- [Saved data entries]:
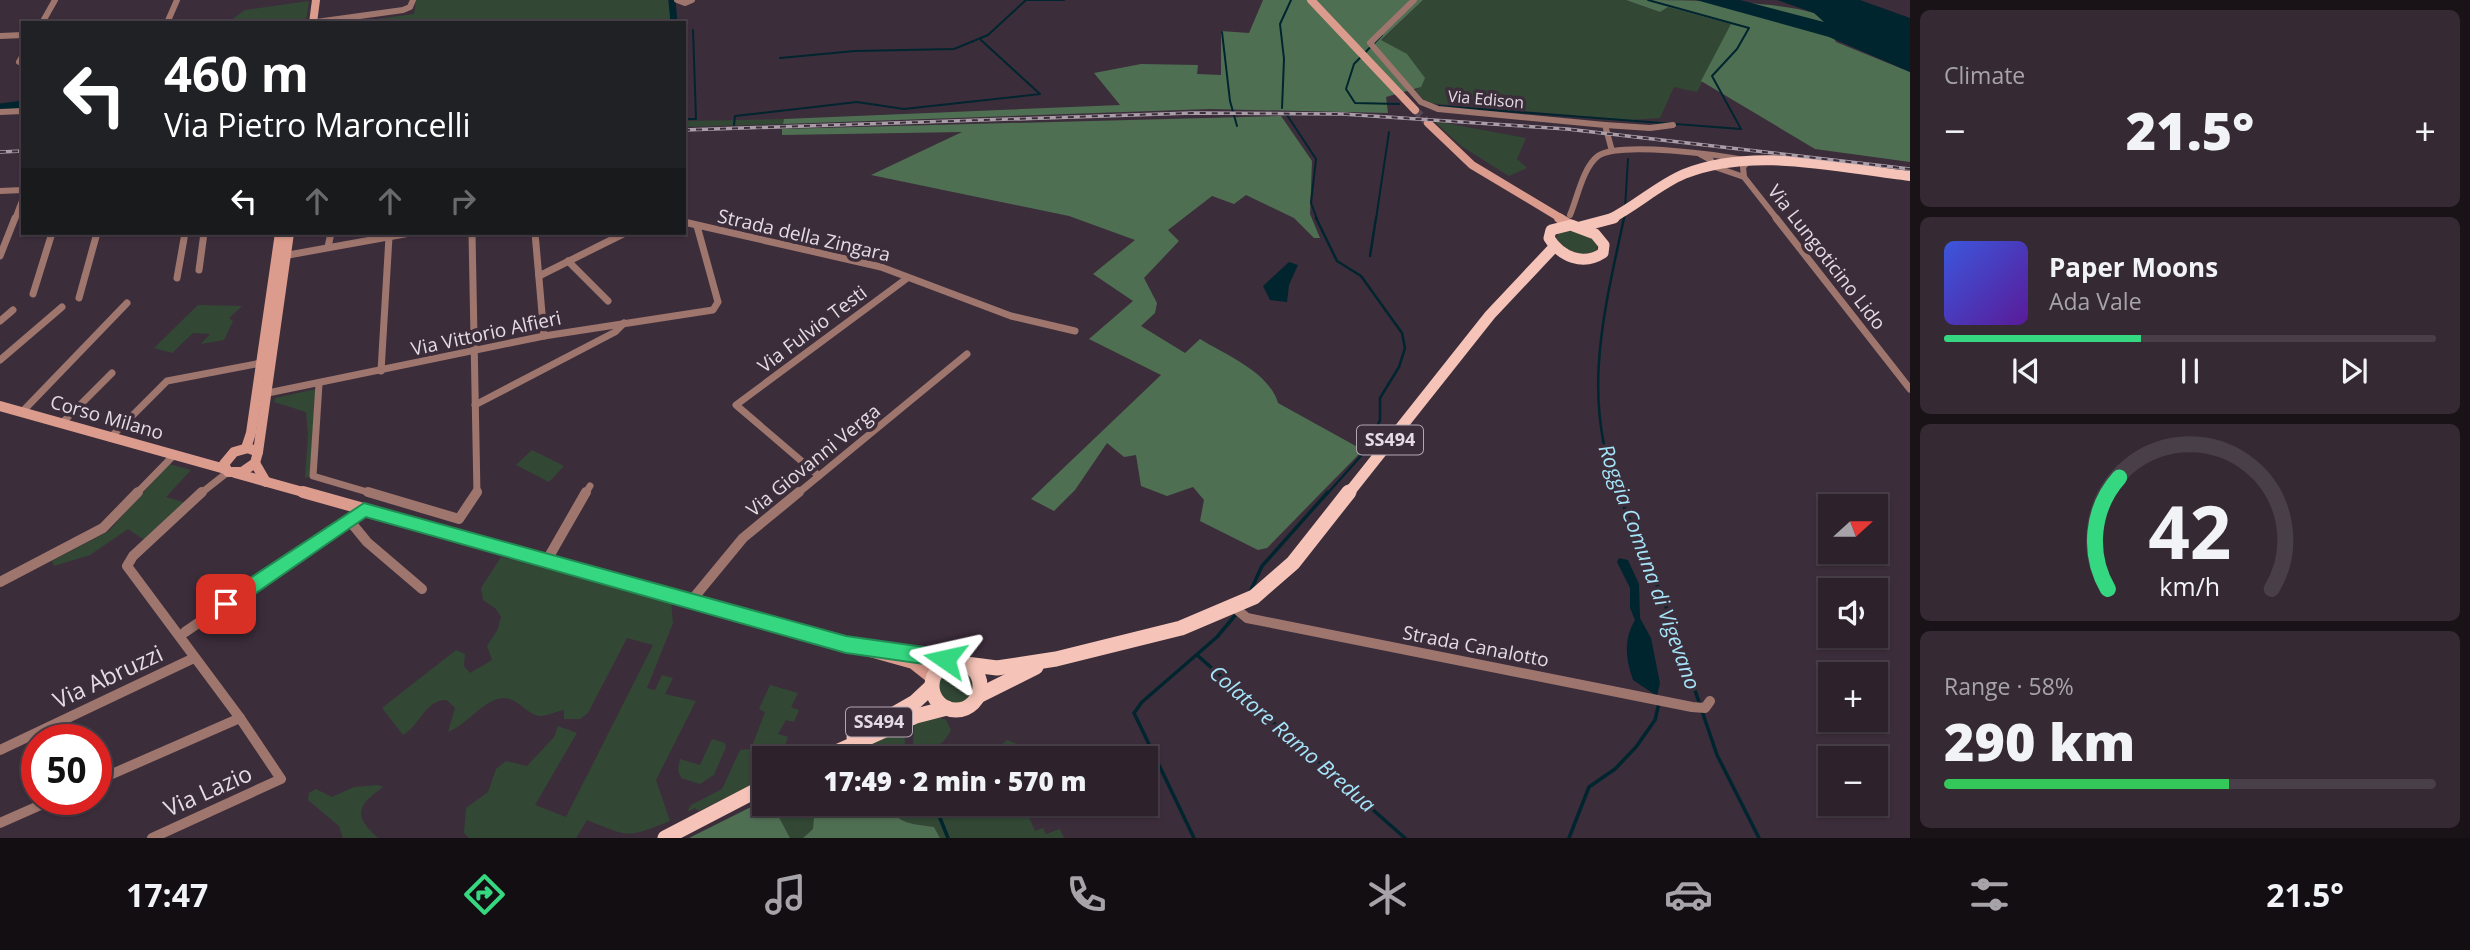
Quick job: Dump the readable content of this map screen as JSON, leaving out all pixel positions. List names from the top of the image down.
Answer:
{
  "streets": {
    "main road": ["Corso Milano", "SS494"],
    "street": [
      "Via Edison",
      "Strada della Zingara",
      "Via Lungoticino Lido",
      "Via Fulvio Testi",
      "Via Vittorio Alfieri",
      "Via Giovanni Verga",
      "Strada Canalotto",
      "Via Abruzzi",
      "Via Lazio"
    ]
  },
  "crossings": [
    ["Strada della Zingara", "Via Fulvio Testi"],
    ["Strada della Zingara", "Via Vittorio Alfieri"],
    ["Via Fulvio Testi", "Via Giovanni Verga"],
    ["Corso Milano", "SS494"],
    ["Corso Milano", "Via Giovanni Verga"],
    ["SS494", "Strada Canalotto"]
  ],
  "water": ["Roggia Comuna di Vigevano", "Colatore Ramo Bredua"],
  "north": "right",
  "page": {
    "tile": [
      "Climate",
      ["Range · 58%", "290 km"]
    ],
    "turn": ["460 m", "Via Pietro Maroncelli"],
    "heat": ["−", "21.5°", "+"],
    "song": ["Paper Moons", "Ada Vale"],
    "map_buttons": ["+", "−"],
    "limit": "50",
    "trip": "17:49 · 2 min · 570 m",
    "tabs": ["17:47", "21.5°"],
    "gauge": ["42", "km/h"]
  }
}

- [Work instruction]:
Could you return every line from the entries above in which the string "Strada" occurs?

- [Your solution]:
      "Strada della Zingara",
      "Strada Canalotto",
    ["Strada della Zingara", "Via Fulvio Testi"],
    ["Strada della Zingara", "Via Vittorio Alfieri"],
    ["SS494", "Strada Canalotto"]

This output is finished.